## Thinking Mathematically (6th Edition)

$6\sqrt{3}$miles, 10.4miles
For the height h and d as the distance, it varies as: $d=\sqrt{\frac{3h}{2}}$ (I) The height of the pool deck on the cruise ship above water is 72 feet, the distance can be calculated by inputting the value of height in (I): $d=\sqrt{\frac{3\left( 72 \right)}{2}}$ $d=\sqrt{\frac{3.72}{2}}$ (II) Now, if m and n are representing positive numbers, then, \begin{align} & \sqrt{mn}=\sqrt{m}.\sqrt{n} \\ & \sqrt{m}.\sqrt{n}=\sqrt{mn} \end{align} (III) Use (III) in (II) to get, \begin{align} & d=\sqrt{\frac{3\times 3\times 3\times 2\times 2\times 2}{2}} \\ & =\sqrt{3\times }\left( \sqrt{3}\times \sqrt{3} \right)\times \left( \sqrt{2}\times \sqrt{2} \right) \\ & =6\sqrt{3} \end{align} The distance to which a person can see is $6\sqrt{3}$miles.
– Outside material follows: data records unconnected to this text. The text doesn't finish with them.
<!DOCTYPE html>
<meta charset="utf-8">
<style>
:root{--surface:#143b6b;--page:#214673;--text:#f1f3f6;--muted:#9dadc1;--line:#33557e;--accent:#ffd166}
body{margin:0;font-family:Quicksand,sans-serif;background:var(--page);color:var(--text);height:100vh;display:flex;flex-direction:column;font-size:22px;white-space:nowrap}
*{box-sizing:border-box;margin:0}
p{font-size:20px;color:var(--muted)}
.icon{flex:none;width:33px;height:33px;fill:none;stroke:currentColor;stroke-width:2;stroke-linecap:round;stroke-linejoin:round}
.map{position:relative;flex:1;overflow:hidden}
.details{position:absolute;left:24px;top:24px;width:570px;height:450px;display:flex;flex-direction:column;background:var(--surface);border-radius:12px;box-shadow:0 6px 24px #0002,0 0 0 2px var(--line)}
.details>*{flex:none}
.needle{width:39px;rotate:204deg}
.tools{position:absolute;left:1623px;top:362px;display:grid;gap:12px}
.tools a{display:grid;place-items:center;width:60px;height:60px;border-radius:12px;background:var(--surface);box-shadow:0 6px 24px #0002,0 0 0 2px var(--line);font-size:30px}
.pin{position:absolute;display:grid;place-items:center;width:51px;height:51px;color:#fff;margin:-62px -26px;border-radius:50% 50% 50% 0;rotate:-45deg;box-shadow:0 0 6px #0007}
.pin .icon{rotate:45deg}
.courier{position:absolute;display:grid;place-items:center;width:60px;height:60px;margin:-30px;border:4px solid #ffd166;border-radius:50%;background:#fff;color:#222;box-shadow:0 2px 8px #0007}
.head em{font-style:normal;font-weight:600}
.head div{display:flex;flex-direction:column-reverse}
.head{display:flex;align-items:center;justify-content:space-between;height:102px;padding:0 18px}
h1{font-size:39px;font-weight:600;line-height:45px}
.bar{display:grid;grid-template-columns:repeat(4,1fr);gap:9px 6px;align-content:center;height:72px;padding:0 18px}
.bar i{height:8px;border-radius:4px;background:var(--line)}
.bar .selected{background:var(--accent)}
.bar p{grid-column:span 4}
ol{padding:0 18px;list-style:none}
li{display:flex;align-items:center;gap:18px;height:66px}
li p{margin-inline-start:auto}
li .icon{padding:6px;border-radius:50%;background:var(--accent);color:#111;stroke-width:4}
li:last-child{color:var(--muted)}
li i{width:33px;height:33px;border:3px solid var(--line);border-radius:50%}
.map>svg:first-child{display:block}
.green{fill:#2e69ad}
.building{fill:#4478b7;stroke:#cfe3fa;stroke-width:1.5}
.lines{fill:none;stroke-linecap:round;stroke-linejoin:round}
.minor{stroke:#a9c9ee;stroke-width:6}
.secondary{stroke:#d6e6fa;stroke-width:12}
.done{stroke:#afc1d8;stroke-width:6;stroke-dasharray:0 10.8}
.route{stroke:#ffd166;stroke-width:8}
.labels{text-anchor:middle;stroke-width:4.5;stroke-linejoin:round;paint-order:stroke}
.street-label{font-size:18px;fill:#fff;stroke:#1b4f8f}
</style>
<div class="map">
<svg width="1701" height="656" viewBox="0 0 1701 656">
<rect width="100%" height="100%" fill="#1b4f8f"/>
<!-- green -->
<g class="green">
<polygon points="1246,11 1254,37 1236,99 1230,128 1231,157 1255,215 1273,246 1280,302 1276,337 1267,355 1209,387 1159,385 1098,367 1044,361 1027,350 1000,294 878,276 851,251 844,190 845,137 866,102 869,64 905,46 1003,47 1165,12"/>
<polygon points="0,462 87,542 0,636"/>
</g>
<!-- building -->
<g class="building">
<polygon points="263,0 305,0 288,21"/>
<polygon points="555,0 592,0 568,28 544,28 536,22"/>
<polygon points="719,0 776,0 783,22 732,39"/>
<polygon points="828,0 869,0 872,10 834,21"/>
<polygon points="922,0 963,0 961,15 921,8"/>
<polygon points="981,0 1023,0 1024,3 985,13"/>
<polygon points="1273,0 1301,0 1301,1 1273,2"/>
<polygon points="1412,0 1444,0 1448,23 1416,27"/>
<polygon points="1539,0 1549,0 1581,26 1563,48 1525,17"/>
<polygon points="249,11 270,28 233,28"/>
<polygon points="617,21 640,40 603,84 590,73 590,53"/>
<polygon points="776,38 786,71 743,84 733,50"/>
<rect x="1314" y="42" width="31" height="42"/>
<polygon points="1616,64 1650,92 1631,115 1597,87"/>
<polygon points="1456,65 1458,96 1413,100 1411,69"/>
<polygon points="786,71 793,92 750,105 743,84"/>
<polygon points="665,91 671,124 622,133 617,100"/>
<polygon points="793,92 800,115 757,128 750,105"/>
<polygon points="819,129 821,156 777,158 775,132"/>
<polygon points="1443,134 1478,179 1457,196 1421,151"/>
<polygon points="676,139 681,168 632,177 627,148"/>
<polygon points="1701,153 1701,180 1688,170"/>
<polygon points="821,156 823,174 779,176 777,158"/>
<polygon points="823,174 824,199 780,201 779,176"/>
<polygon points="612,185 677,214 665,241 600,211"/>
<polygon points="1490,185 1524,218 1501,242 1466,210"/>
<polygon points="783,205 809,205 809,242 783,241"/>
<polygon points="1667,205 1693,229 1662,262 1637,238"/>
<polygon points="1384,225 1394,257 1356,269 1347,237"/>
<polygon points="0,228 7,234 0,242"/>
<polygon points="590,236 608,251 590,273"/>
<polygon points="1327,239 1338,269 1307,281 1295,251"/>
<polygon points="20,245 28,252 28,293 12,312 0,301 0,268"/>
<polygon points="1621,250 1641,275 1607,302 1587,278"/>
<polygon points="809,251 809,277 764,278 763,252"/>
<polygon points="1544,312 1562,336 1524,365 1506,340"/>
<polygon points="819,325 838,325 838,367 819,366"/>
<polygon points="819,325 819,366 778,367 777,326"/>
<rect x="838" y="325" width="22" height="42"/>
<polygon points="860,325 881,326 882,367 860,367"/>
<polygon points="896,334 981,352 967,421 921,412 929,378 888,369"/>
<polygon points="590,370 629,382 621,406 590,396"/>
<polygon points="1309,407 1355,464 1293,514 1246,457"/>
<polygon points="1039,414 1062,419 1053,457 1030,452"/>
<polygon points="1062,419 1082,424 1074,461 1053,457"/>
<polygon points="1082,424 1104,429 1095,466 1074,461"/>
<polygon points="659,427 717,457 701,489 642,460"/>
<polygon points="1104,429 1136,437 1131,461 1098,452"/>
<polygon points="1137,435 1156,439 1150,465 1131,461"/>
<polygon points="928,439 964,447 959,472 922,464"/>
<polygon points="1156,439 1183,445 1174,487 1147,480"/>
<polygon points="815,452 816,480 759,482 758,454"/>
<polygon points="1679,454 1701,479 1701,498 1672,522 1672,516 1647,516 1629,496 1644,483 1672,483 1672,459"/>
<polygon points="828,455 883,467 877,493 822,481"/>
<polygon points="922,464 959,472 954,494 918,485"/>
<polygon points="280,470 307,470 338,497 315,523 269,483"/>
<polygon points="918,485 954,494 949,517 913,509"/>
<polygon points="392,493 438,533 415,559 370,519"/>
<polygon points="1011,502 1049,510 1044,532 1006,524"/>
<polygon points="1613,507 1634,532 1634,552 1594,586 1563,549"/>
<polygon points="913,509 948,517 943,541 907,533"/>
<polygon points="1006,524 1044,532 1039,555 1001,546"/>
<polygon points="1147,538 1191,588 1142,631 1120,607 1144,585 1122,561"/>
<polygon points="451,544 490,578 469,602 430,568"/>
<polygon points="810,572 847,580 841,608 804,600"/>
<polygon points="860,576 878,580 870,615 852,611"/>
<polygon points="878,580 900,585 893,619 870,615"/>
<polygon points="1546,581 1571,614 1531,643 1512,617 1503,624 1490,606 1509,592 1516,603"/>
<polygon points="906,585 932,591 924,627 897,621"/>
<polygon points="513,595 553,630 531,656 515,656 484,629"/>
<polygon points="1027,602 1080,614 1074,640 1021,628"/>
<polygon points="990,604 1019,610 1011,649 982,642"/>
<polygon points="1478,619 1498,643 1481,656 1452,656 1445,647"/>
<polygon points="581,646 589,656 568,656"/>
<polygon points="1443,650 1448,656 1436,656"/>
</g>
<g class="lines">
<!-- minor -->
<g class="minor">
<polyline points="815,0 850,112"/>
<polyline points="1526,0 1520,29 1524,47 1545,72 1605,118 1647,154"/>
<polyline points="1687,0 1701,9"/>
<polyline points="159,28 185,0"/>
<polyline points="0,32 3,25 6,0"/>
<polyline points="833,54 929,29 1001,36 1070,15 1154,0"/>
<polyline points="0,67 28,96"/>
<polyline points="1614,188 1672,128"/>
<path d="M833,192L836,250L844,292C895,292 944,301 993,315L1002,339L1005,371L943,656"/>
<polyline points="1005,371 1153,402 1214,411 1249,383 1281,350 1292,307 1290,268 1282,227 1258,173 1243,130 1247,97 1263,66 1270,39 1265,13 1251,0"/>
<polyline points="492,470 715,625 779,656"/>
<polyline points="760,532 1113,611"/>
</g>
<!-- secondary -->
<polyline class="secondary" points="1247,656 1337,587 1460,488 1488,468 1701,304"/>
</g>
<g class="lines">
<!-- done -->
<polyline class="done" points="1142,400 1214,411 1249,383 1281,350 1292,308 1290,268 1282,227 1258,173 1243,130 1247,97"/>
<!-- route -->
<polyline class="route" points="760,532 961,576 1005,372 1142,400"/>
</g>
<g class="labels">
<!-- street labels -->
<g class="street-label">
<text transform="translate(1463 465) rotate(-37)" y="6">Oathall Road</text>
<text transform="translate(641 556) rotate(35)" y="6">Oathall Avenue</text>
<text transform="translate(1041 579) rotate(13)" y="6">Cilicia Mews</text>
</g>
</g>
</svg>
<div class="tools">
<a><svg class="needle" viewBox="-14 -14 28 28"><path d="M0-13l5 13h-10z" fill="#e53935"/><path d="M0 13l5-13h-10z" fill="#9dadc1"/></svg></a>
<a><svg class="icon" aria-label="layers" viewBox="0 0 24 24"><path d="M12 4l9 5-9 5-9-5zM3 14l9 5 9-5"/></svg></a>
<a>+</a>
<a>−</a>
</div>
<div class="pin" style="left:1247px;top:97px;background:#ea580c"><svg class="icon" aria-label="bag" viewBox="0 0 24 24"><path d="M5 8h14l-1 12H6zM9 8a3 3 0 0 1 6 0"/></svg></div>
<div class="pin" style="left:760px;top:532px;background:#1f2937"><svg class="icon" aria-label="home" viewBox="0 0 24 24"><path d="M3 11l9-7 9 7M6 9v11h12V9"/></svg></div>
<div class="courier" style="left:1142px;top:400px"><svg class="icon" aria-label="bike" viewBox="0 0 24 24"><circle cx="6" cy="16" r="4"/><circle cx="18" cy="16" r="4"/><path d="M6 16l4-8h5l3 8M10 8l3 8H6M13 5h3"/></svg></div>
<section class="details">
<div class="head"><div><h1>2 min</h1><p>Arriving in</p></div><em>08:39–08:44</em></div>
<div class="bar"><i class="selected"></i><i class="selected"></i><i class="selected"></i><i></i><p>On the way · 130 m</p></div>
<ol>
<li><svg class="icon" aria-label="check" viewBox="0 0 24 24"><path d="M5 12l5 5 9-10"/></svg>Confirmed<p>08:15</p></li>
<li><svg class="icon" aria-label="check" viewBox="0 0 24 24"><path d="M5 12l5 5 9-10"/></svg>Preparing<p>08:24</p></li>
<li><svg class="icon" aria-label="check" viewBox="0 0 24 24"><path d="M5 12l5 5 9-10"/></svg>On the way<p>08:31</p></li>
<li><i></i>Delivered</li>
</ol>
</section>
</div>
The value $6\sqrt{3}$is in radical form, the input for calculating the tenth of a mile on the calculator are as follows: Step1: Press 6 and then press $\times$key. Step2: Press the ${{2}^{nd}}$key and press ${{x}^{2}}$key. Step3: Close the bracket and press ENTER key. The distance to which a person can see to the nearest of a mile is 10.4 miles.